Priorities

As we begin a new year, our priorities are a good thing to evaluate. In business,  success or failure can truly be traced to establishing or neglecting to establish priorities.  For example,  if customer service is not the highest priority in the retail business serious problems if not total failure is on the horizon.  The amount of time it takes for me to get through line at  Wal-Mart  when I see several closed cash registers is certainly discouraging me from shopping there unless it is absolutely necessary. It causes me to seriously question if customer service is really a priority there.

How much more important is the establishment of priorities in living life! Jesus tells us what the highest priority is to be, Matt. 6:33 “But seek ye first the kingdom of God, and his righteousness;”  Of course heaven is the ultimate goal we should keep in view but in speaking of the kingdom of heaven Jesus usually was emphasizing the Holy Spirit’s work in the human heart.  Luke 17:21 “behold, the kingdom of God is within you.”  The relationship between the heavenly kingdom to come and the kingdom within is vital. We can only be prepared to live in heaven when we have the Holy Spirit within. 

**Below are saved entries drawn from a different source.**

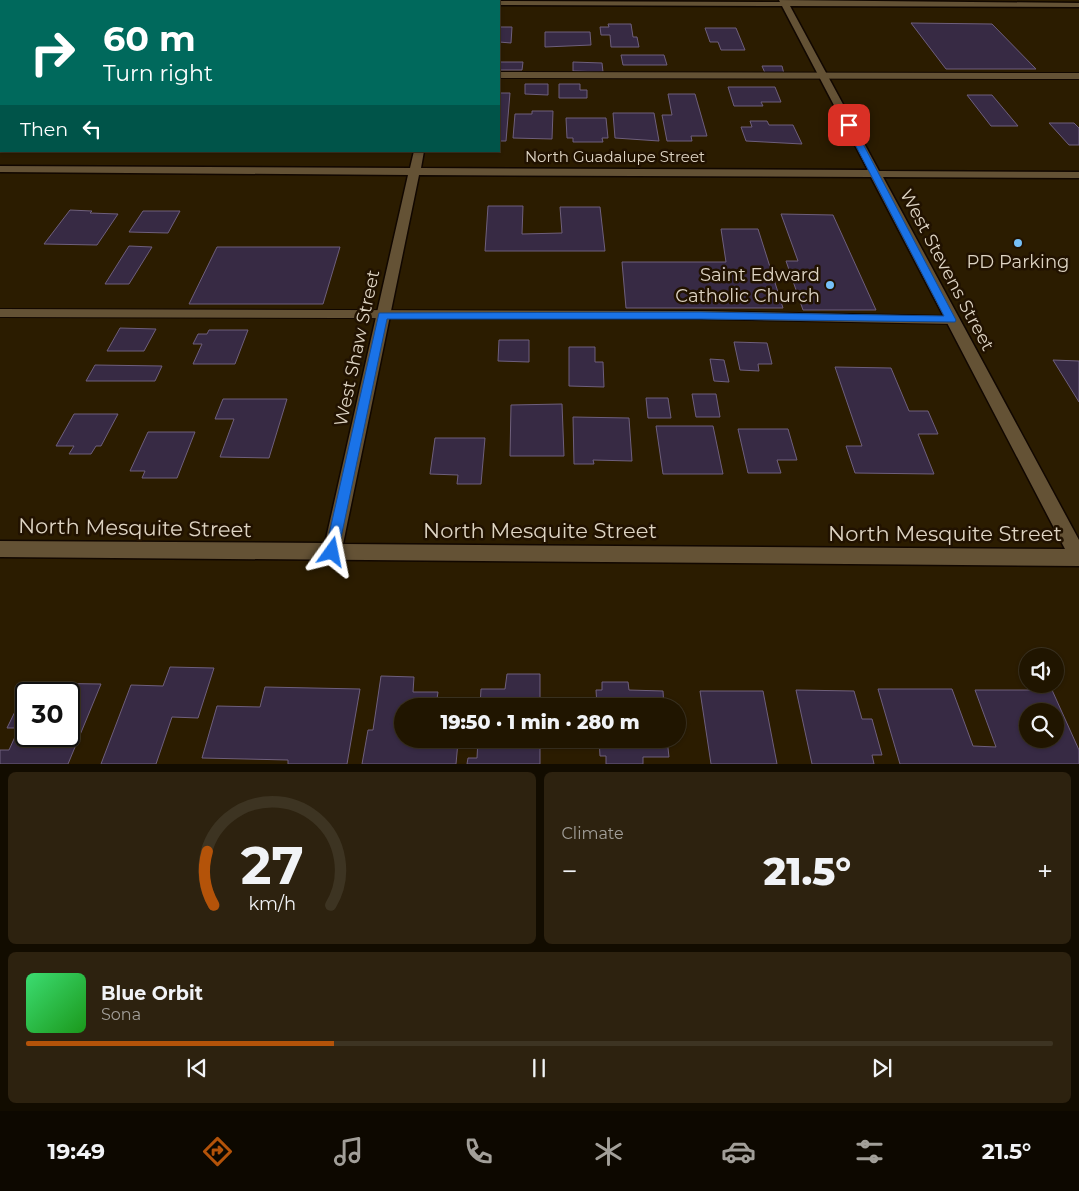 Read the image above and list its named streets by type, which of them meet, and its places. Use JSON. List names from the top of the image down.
{
  "streets": {
    "street": [
      "North Guadalupe Street",
      "West Stevens Street",
      "West Shaw Street",
      "North Mesquite Street"
    ]
  },
  "crossings": [
    ["North Guadalupe Street", "West Stevens Street"],
    ["North Guadalupe Street", "West Shaw Street"],
    ["West Stevens Street", "North Mesquite Street"],
    ["West Shaw Street", "North Mesquite Street"]
  ],
  "places": ["PD Parking", "Saint Edward Catholic Church"],
  "page": {
    "turn": ["60 m", "Turn right"],
    "then": "Then",
    "limit": "30",
    "trip": "19:50 · 1 min · 280 m",
    "tile": "Climate",
    "heat": ["−", "21.5°", "+"],
    "song": ["Blue Orbit", "Sona"],
    "tabs": ["19:49", "21.5°"],
    "gauge": ["27", "km/h"]
  }
} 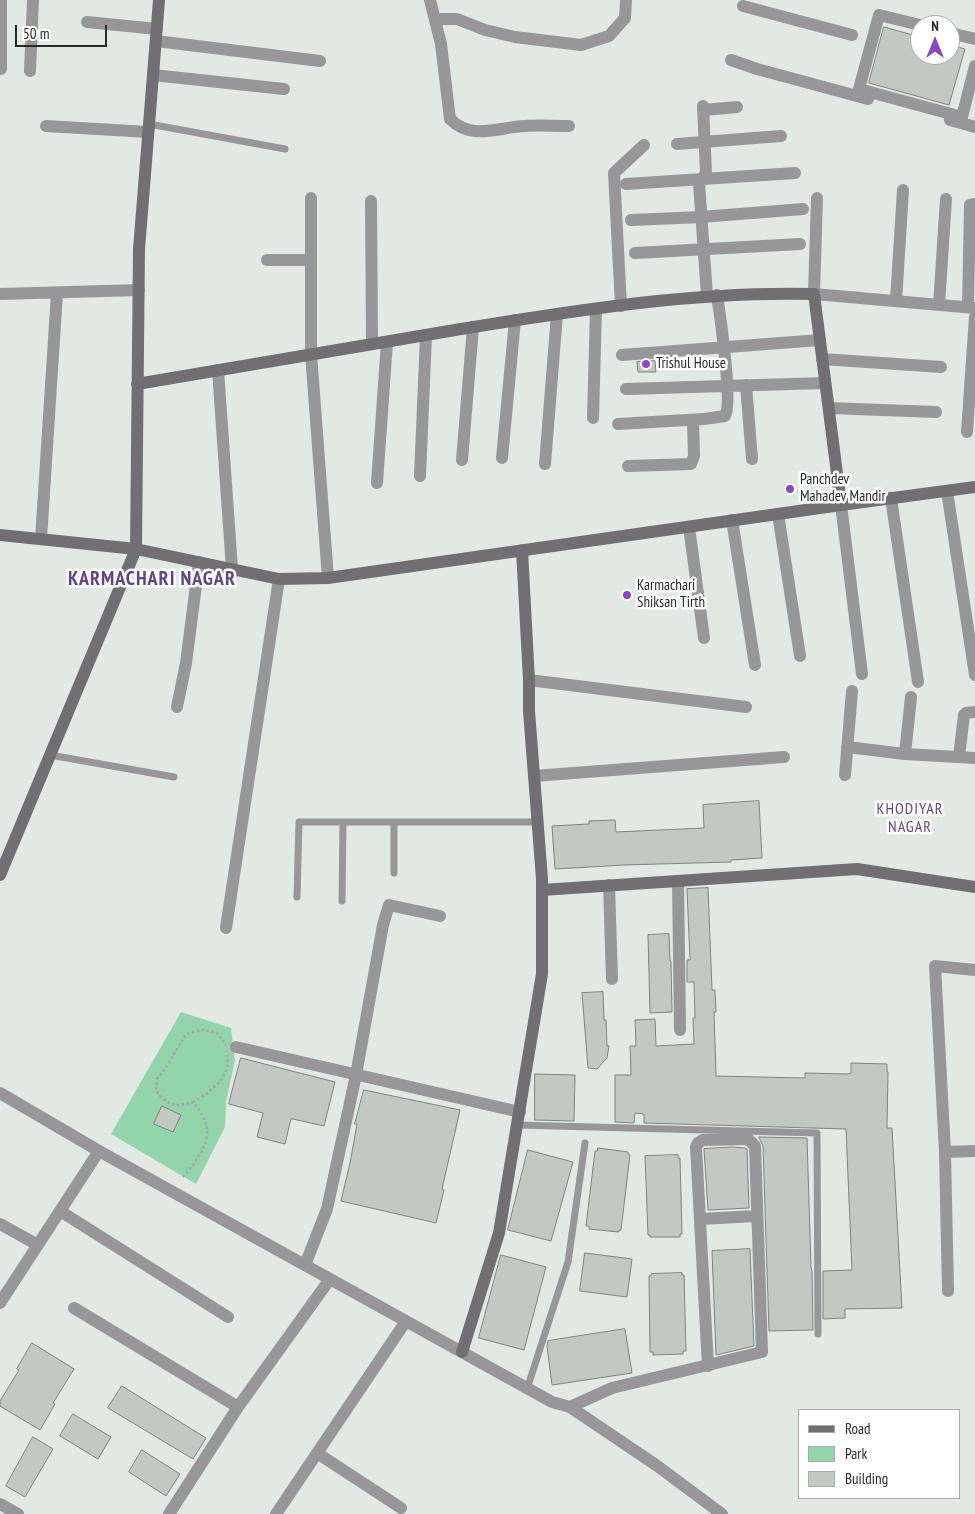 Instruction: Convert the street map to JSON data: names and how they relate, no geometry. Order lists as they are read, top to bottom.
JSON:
{
  "districts": ["KARMACHARI NAGAR", "KHODIYAR NAGAR"],
  "places": ["Trishul House", "Panchdev Mahadev Mandir", "Karmachari Shiksan Tirth"],
  "legend": ["Road", "Park", "Building"],
  "scale_bar": "50 m",
  "north": "top"
}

Is the reception, and transforming work of the Holy Spirit a real priority in your life? Or do "minor matters" occupy most of your attention?  Notice the following:  “Wherever the need of the Holy Spirit is a matter little thought of, there is seen spiritual drought, spiritual darkness, spiritual declension and death. Whenever minor matters occupy the attention, the divine power which is necessary for the growth and prosperity of the church, and which would bring all other blessings in its train, is lacking, though offered in infinite plenitude.”  Acts of The Apostles p. 50  We have a confusion of priorities  if meditation and prayer for the Spirit individually and corporately are missing.  

One Christian author summarized the issue of priorities well when he said, “I often think: ‘A life is like a day; it goes by so fast.  If I am so careless with my days, how can I be careful with my life?’ I know that somehow I have not fully come to believe that urgent things can wait while I attend to what is truly important.  It finally boils down to a question of deep and strong conviction.  Once I am truly convinced that preparing the heart is more important than preparing the Christmas tree, I will be a lot less frustrated at the end of a day.    -- Henri J.M. Nouwen in the New Oxford Review (Nov. 1986).  Christianity Today, Vol. 35, no. 15.